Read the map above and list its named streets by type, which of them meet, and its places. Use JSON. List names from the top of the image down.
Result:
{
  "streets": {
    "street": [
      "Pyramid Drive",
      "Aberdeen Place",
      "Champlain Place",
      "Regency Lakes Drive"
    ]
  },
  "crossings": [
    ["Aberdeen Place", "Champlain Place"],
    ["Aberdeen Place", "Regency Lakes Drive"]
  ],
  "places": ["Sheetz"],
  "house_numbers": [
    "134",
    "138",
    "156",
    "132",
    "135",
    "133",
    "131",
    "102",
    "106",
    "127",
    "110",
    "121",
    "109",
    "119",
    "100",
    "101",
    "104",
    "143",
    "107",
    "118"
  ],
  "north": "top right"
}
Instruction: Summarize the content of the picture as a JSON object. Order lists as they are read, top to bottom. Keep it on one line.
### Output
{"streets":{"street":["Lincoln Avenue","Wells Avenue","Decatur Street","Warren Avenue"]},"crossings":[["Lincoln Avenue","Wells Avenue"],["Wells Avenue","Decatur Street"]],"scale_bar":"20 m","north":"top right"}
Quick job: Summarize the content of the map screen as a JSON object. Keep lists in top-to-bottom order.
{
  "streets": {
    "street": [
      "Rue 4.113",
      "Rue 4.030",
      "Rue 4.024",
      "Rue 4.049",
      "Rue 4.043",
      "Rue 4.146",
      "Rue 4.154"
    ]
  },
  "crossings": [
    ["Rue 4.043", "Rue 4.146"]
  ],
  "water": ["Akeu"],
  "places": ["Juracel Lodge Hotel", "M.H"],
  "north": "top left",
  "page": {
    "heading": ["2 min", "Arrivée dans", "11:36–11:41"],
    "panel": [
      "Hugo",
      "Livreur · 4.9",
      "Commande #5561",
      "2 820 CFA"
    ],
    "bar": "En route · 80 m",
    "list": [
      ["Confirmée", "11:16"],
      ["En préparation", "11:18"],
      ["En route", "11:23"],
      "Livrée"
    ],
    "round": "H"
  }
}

::::::

Provide all the records again, word for word.

Read the map above and list its named streets by type, which of them meet, and its places. Use JSON. List names from the top of the image down.
Result:
{
  "streets": {
    "street": [
      "Pyramid Drive",
      "Aberdeen Place",
      "Champlain Place",
      "Regency Lakes Drive"
    ]
  },
  "crossings": [
    ["Aberdeen Place", "Champlain Place"],
    ["Aberdeen Place", "Regency Lakes Drive"]
  ],
  "places": ["Sheetz"],
  "house_numbers": [
    "134",
    "138",
    "156",
    "132",
    "135",
    "133",
    "131",
    "102",
    "106",
    "127",
    "110",
    "121",
    "109",
    "119",
    "100",
    "101",
    "104",
    "143",
    "107",
    "118"
  ],
  "north": "top right"
}
Instruction: Summarize the content of the picture as a JSON object. Order lists as they are read, top to bottom. Keep it on one line.
### Output
{"streets":{"street":["Lincoln Avenue","Wells Avenue","Decatur Street","Warren Avenue"]},"crossings":[["Lincoln Avenue","Wells Avenue"],["Wells Avenue","Decatur Street"]],"scale_bar":"20 m","north":"top right"}
Quick job: Summarize the content of the map screen as a JSON object. Keep lists in top-to-bottom order.
{
  "streets": {
    "street": [
      "Rue 4.113",
      "Rue 4.030",
      "Rue 4.024",
      "Rue 4.049",
      "Rue 4.043",
      "Rue 4.146",
      "Rue 4.154"
    ]
  },
  "crossings": [
    ["Rue 4.043", "Rue 4.146"]
  ],
  "water": ["Akeu"],
  "places": ["Juracel Lodge Hotel", "M.H"],
  "north": "top left",
  "page": {
    "heading": ["2 min", "Arrivée dans", "11:36–11:41"],
    "panel": [
      "Hugo",
      "Livreur · 4.9",
      "Commande #5561",
      "2 820 CFA"
    ],
    "bar": "En route · 80 m",
    "list": [
      ["Confirmée", "11:16"],
      ["En préparation", "11:18"],
      ["En route", "11:23"],
      "Livrée"
    ],
    "round": "H"
  }
}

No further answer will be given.